### Required work
Say how many lines in the entries below mention "above", with no other words.

*** Opening of Exercise materials ***

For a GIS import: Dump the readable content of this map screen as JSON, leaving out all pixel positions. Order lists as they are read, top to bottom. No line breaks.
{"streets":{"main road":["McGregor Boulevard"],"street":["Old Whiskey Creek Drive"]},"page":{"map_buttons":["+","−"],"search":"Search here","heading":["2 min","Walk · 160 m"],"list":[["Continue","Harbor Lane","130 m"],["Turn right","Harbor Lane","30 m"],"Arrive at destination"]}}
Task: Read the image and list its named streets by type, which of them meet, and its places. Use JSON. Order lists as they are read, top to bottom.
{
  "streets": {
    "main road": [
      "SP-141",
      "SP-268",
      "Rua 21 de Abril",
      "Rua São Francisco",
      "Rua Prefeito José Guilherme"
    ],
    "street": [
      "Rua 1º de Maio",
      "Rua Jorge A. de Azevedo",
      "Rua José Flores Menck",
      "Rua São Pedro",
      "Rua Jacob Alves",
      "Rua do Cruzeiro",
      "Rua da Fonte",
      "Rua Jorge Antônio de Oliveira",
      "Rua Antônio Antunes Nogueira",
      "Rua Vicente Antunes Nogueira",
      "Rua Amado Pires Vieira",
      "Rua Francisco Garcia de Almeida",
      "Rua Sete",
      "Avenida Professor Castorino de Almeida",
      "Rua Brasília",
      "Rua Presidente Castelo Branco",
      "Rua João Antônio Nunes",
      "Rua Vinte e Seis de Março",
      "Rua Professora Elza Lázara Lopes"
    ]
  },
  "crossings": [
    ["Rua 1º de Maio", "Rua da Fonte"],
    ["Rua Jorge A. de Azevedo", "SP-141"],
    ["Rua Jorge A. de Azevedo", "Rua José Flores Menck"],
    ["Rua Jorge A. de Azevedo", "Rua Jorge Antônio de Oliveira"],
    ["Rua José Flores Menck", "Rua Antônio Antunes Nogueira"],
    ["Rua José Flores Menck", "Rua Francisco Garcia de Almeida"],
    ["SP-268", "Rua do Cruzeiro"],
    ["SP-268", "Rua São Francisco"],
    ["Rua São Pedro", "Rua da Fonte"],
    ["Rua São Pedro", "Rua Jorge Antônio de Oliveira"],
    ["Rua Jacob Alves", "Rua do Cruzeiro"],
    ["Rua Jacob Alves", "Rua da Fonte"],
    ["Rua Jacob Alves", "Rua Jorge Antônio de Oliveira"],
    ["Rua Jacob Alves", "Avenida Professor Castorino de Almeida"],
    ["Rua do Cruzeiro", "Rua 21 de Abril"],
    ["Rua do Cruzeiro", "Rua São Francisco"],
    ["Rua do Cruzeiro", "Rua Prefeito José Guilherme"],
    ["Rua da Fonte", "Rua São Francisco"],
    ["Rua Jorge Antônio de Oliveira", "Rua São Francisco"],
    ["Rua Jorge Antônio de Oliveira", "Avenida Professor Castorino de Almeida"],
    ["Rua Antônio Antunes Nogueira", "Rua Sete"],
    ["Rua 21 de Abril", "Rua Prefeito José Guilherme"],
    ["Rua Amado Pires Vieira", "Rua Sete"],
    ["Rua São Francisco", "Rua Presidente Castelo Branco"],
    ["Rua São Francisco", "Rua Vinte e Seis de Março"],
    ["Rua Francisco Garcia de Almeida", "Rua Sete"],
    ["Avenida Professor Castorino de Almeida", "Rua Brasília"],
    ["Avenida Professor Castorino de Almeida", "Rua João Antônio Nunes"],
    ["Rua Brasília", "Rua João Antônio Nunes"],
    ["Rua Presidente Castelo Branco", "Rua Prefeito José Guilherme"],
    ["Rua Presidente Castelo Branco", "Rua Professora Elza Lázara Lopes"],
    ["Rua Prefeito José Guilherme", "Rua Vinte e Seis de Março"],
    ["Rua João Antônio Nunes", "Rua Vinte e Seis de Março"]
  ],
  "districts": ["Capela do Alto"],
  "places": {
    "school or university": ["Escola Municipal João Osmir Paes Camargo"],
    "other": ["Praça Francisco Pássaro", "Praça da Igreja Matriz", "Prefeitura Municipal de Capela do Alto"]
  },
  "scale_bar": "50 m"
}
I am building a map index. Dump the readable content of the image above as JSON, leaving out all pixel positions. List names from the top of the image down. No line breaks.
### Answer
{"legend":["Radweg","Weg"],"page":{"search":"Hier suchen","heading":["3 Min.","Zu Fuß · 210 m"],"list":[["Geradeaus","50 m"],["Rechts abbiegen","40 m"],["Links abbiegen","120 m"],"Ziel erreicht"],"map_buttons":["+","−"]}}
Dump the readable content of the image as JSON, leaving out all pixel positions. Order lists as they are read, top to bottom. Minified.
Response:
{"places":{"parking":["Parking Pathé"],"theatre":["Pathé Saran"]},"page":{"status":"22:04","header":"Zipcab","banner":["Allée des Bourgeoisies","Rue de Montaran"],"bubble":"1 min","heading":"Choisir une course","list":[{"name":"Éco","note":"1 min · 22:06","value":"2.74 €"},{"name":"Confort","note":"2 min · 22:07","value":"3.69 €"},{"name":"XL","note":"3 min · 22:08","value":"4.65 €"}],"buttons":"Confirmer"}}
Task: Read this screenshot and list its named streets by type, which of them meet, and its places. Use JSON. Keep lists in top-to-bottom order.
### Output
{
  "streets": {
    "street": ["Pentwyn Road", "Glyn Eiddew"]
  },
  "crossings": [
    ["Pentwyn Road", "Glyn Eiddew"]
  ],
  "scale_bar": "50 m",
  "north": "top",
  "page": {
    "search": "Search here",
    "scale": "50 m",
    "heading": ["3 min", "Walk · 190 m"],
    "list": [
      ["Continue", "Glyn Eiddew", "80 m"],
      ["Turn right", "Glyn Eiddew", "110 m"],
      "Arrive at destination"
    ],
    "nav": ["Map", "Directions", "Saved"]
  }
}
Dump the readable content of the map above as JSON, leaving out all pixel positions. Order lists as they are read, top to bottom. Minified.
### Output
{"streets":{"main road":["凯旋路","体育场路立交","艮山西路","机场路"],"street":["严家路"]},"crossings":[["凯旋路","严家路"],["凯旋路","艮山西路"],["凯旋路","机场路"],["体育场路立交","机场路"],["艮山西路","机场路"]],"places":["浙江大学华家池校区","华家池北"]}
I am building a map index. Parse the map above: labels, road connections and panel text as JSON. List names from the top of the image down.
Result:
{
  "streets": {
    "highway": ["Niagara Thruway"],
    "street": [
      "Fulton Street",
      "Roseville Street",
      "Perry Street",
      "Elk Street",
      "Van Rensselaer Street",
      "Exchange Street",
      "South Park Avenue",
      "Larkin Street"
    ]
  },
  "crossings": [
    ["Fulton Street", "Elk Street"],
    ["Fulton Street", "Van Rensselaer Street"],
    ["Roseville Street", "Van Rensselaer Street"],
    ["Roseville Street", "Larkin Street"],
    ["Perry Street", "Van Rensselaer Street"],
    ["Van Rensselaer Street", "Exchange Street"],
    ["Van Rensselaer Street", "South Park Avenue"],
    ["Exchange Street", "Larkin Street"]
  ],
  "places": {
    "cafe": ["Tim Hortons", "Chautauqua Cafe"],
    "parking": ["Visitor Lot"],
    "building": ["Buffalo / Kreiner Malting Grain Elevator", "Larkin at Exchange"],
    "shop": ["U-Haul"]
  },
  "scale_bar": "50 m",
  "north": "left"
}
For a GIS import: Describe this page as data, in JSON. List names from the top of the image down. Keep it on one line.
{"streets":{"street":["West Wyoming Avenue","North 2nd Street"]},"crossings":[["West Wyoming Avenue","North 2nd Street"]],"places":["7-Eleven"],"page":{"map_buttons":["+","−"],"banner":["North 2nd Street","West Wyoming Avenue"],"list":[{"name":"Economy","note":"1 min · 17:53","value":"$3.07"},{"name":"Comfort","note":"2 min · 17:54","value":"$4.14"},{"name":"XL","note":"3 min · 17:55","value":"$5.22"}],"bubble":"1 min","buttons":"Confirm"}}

*** Close of Exercise materials ***

### Solution to this task
3